▼
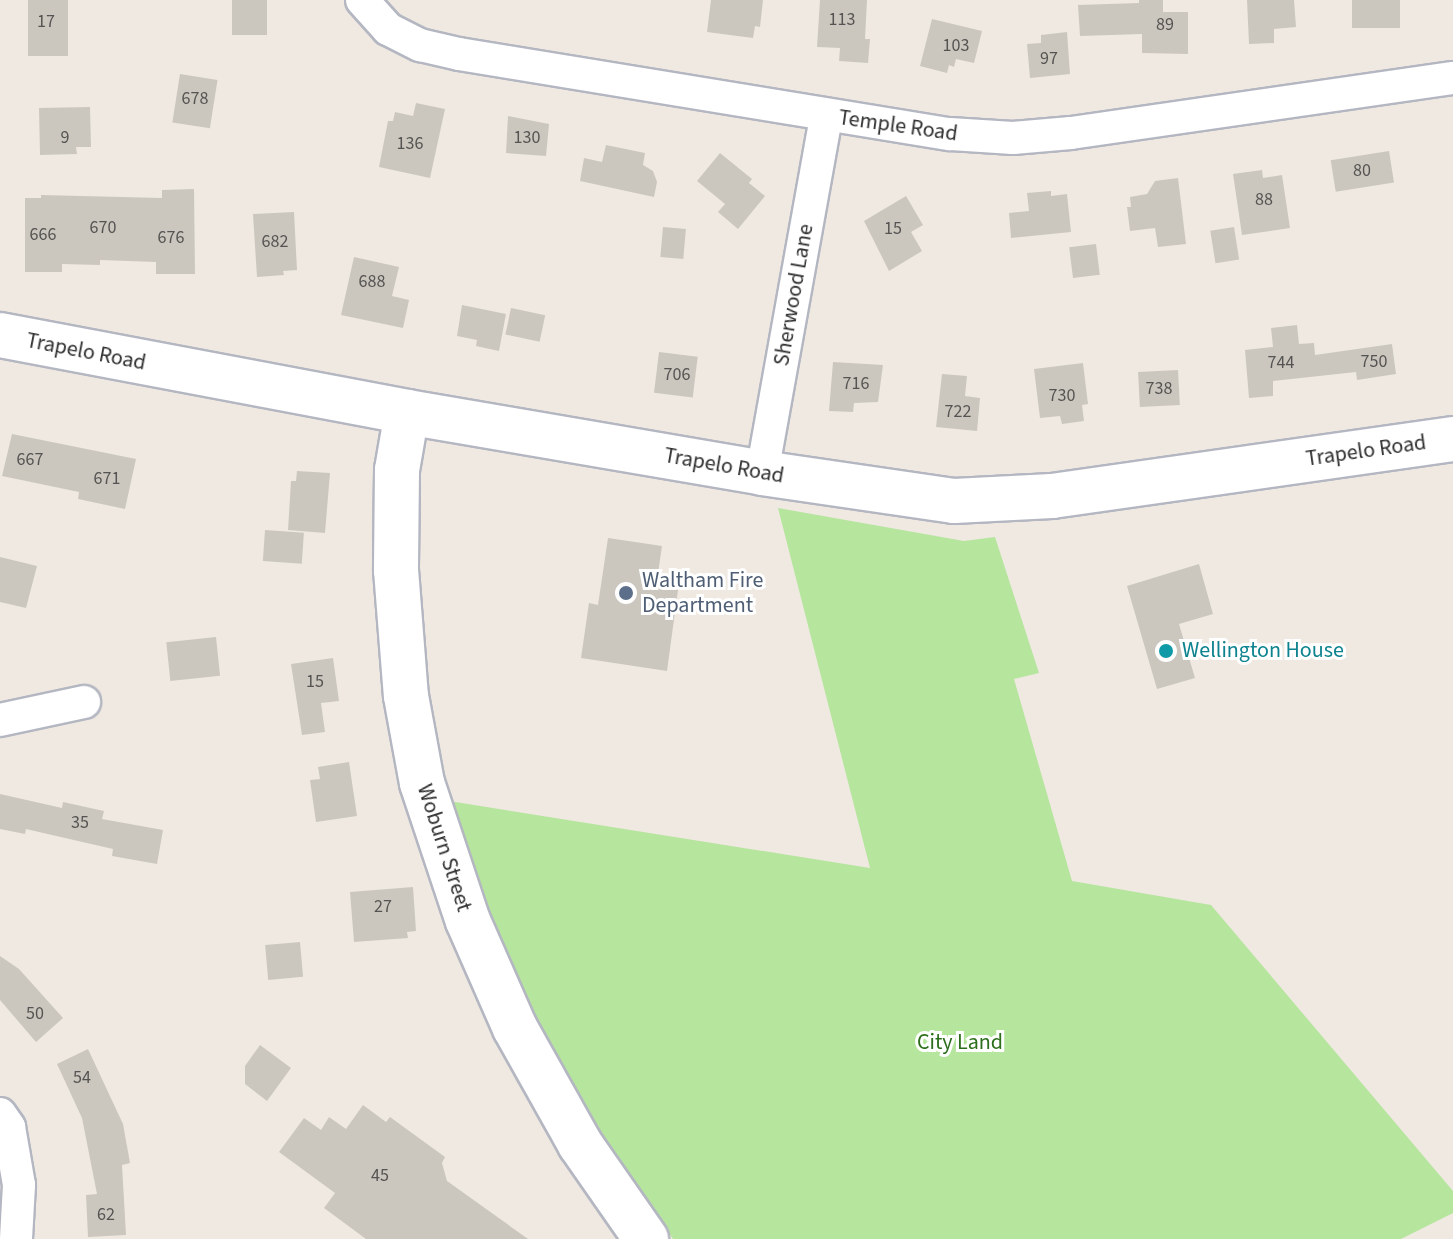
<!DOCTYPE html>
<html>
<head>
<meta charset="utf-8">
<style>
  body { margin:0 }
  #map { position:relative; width:1453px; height:1239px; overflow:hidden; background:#efe9e1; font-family:"Source Sans 3",sans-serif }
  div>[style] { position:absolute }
  .green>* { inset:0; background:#b6e59e }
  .building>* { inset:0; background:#cbc7bf; transform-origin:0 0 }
  .roads { filter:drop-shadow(2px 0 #b4b7c1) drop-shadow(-2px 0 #b4b7c1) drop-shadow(0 2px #b4b7c1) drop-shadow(0 -2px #b4b7c1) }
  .street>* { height:32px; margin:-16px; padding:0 16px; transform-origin:16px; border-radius:16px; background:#fff }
  .secondary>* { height:44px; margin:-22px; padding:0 22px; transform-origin:22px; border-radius:22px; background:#fff }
  .dots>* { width:22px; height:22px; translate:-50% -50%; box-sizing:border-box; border:4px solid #fff; border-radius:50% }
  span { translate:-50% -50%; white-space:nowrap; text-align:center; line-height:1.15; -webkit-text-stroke:6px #fff; paint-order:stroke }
  .number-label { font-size:18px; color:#555452 }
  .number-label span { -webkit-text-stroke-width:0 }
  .street-label { font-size:22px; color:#2e2e2e }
  .service-label { font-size:22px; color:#4e5e75 }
  .left { translate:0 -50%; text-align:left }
  .culture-label { font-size:22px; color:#0d838f }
  .park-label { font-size:22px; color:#2c6e1b }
</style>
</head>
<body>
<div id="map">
  <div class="green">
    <div style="clip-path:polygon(778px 508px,964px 541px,995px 537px,1039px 673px,1014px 679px,1072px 881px,1211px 905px,1453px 1191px,1453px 1213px,1401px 1239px,673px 1239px,599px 1132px,547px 1044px,498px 942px,449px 801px,870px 868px)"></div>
  </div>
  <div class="building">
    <div style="left:28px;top:0;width:40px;height:56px"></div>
    <div style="left:232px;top:0;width:35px;height:35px"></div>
    <div style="clip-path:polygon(711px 0,763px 0,760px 27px,755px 26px,753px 38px,707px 32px)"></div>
    <div style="clip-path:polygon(820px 0,867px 0,865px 39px,870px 39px,868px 63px,839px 61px,840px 48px,817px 47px)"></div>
    <div style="clip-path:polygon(1139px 0,1163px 0,1163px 12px,1188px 12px,1188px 54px,1142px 53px,1142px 34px,1080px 36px,1078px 5px,1139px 3px)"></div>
    <div style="clip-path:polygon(1247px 0,1294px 0,1296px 27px,1274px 29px,1274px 43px,1249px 44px)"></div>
    <div style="left:1352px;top:0;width:48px;height:28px"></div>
    <div style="clip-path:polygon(932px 19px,982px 31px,974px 63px,956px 59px,954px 67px,949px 65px,947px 73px,920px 66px)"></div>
    <div style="clip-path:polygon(1067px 32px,1070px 74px,1030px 78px,1027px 44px,1041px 43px,1041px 35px)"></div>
    <div style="left:180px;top:74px;width:38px;height:49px;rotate:9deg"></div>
    <div style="clip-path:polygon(416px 103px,445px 109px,430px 178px,379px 167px,388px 121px,393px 121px,395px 112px,413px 116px)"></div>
    <div style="clip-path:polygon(90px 107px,91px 147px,76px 147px,77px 154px,40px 155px,39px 108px)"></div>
    <div style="clip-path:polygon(508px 116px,549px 124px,546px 156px,506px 153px)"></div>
    <div style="clip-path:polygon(606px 145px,645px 153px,643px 165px,653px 171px,657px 182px,654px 197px,580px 181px,584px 158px,602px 162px)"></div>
    <div style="left:1389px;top:151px;width:32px;height:59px;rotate:81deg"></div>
    <div style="clip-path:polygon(720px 153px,752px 179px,749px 183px,765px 196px,738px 229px,718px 212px,725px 204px,697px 181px)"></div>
    <div style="clip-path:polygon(1262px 170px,1263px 178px,1282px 175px,1290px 228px,1242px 235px,1233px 174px)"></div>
    <div style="clip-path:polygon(1178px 178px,1186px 244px,1158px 247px,1155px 228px,1130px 231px,1127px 207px,1131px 207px,1130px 197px,1147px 194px,1155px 181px)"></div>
    <div style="clip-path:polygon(194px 189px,195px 274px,156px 274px,156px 262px,100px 260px,100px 265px,62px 264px,62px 272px,25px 272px,25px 198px,41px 198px,41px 195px,162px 198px,162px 190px)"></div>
    <div style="clip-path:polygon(1051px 191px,1051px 196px,1067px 194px,1071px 232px,1011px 238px,1009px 213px,1029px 211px,1027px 193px)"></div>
    <div style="clip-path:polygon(906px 196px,923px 225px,911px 232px,922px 251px,889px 271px,864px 221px)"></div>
    <div style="clip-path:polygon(294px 212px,297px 270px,283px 271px,284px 275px,257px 277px,253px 214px)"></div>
    <div style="left:663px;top:227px;width:23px;height:30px;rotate:5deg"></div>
    <div style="left:1234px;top:227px;width:33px;height:24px;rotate:81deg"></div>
    <div style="left:1096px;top:244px;width:31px;height:27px;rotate:83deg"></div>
    <div style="clip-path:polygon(354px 257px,399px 267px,392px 296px,409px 300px,403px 328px,341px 315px)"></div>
    <div style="clip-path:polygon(462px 305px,506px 314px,499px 351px,476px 346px,477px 340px,457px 336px)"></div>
    <div style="left:511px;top:308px;width:35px;height:27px;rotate:12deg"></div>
    <div style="clip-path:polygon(1297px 325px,1299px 344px,1314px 343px,1315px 355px,1392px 344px,1396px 374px,1357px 380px,1356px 372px,1273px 381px,1273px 396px,1249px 398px,1245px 350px,1273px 347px,1271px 328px)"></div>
    <div style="left:659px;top:352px;width:39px;height:41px;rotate:7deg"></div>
    <div style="clip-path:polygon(833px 362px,883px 365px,878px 402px,854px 403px,853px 412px,829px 411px)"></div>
    <div style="clip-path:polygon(1083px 363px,1088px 404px,1082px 405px,1084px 421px,1062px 424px,1060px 416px,1040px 418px,1034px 369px)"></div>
    <div style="left:1178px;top:370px;width:35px;height:40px;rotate:87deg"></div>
    <div style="clip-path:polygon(942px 374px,967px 376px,965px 396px,980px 398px,977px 431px,936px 427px)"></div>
    <div style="clip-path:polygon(12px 434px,136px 459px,125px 509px,78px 499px,79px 492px,2px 476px)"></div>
    <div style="clip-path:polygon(297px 471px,330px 473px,325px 533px,288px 530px,291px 481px,296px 481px)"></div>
    <div style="left:265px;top:530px;width:39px;height:31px;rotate:4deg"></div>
    <div style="clip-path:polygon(608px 538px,662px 546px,656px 587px,678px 590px,667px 671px,581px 658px,589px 603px,598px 605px)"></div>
    <div style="clip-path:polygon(0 557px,37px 566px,26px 608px,0 602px)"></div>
    <div style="clip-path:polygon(1199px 564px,1213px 614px,1179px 624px,1195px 678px,1157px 689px,1127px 586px)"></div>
    <div style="left:216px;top:637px;width:39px;height:50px;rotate:84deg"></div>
    <div style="clip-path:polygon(333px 658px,339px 701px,321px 703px,325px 732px,302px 735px,291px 664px)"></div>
    <div style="clip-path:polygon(349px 762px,357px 816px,316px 822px,310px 780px,320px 779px,318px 767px)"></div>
    <div style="clip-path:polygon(0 794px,62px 808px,63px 802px,104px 811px,102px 819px,163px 830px,157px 864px,112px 856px,113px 849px,26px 829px,25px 834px,0 829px)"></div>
    <div style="clip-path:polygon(413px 887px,416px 931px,407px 932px,408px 938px,354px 942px,350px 892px)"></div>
    <div style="left:300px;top:942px;width:35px;height:35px;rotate:85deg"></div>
    <div style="clip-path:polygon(0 956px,19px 969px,63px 1018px,36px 1042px,0 1000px)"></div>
    <div style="clip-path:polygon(260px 1045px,291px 1068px,267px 1101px,245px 1084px,245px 1066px)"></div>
    <div style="clip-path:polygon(88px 1049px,123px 1124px,130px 1163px,122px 1165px,126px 1235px,88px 1237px,86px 1195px,97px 1194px,82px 1118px,57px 1064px)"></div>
    <div style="clip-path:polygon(363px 1105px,386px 1122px,390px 1117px,445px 1157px,442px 1163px,447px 1181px,528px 1239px,366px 1239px,324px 1208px,335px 1193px,279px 1152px,304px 1118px,321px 1130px,329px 1117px,346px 1129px)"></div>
  </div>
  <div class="roads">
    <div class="street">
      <div style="left:362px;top:0;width:39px;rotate:48deg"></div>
      <div style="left:388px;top:29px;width:36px;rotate:27deg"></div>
      <div style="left:420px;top:45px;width:40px;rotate:13deg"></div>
      <div style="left:459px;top:54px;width:497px;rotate:9.3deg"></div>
      <div style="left:950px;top:134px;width:63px;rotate:3.6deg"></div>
      <div style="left:1013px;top:138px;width:58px;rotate:-4.9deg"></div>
      <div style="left:1071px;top:133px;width:386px;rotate:-8.2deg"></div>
      <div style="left:762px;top:473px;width:363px;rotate:-79.8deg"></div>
      <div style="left:0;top:720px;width:86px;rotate:-12.1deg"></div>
      <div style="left:0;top:1114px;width:16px;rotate:55deg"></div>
      <div style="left:9px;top:1127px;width:59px;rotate:80.2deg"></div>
      <div style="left:19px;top:1185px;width:54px;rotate:93.2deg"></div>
    </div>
    <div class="secondary">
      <div style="left:0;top:335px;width:414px;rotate:10.7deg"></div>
      <div style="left:407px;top:412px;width:360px;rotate:9.7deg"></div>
      <div style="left:762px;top:473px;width:194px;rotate:8.3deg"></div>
      <div style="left:954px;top:501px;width:98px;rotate:-2.9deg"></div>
      <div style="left:1052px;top:496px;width:405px;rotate:-8.1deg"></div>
      <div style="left:407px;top:412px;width:59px;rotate:99.8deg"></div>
      <div style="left:397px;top:470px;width:100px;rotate:90.6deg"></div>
      <div style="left:396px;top:570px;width:126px;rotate:85.5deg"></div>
      <div style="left:406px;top:696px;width:88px;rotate:79.6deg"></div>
      <div style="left:422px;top:783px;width:145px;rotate:71.6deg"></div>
      <div style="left:468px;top:921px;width:117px;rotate:66.3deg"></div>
      <div style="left:515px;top:1028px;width:133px;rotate:60.7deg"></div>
      <div style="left:580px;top:1144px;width:116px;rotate:55.2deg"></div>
    </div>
  </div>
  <div class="dots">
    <div style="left:626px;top:593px;background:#5c6f8a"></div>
    <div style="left:1166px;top:651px;background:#0f9aa8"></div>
  </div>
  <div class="number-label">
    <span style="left:842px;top:20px">113</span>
    <span style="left:46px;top:22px">17</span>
    <span style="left:1165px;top:25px">89</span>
    <span style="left:956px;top:46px">103</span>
    <span style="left:1049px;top:59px">97</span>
    <span style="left:195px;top:99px">678</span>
    <span style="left:65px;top:138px">9</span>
    <span style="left:527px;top:138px">130</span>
    <span style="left:410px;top:144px">136</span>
    <span style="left:1362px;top:171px">80</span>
    <span style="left:1264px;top:200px">88</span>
    <span style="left:103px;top:228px">670</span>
    <span style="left:893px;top:229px">15</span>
    <span style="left:43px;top:235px">666</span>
    <span style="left:171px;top:238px">676</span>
    <span style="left:275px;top:242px">682</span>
    <span style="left:372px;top:282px">688</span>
    <span style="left:1374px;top:362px">750</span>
    <span style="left:1281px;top:363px">744</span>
    <span style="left:677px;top:375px">706</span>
    <span style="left:856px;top:384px">716</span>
    <span style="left:1159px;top:389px">738</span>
    <span style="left:1062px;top:396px">730</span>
    <span style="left:958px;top:412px">722</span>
    <span style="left:30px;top:460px">667</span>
    <span style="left:107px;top:479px">671</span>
    <span style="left:315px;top:682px">15</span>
    <span style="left:80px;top:823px">35</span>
    <span style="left:383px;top:907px">27</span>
    <span style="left:35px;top:1014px">50</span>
    <span style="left:82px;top:1078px">54</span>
    <span style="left:380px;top:1176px">45</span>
    <span style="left:106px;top:1215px">62</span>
  </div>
  <div class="street-label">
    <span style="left:898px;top:126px;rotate:8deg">Temple Road</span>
    <span style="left:794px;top:295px;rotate:-80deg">Sherwood Lane</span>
    <span style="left:86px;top:352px;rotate:11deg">Trapelo Road</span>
    <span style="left:1366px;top:451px;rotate:-8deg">Trapelo Road</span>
    <span style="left:724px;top:466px;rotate:10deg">Trapelo Road</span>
    <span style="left:444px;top:848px;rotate:72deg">Woburn Street</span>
  </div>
  <div class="service-label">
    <span class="left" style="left:642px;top:593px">Waltham Fire<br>Department</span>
  </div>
  <div class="culture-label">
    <span class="left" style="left:1182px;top:651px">Wellington House</span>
  </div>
  <div class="park-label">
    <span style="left:960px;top:1043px">City Land</span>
  </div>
</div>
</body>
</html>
▲
Only the lines from the start of the material through the line containing "position:relative; width:1453px; height:1239px;" should be transcribed. Pictures stay out.

<!DOCTYPE html>
<html>
<head>
<meta charset="utf-8">
<style>
  body { margin:0 }
  #map { position:relative; width:1453px; height:1239px; overflow:hidden; background:#efe9e1; font-family:"Source Sans 3",sans-serif }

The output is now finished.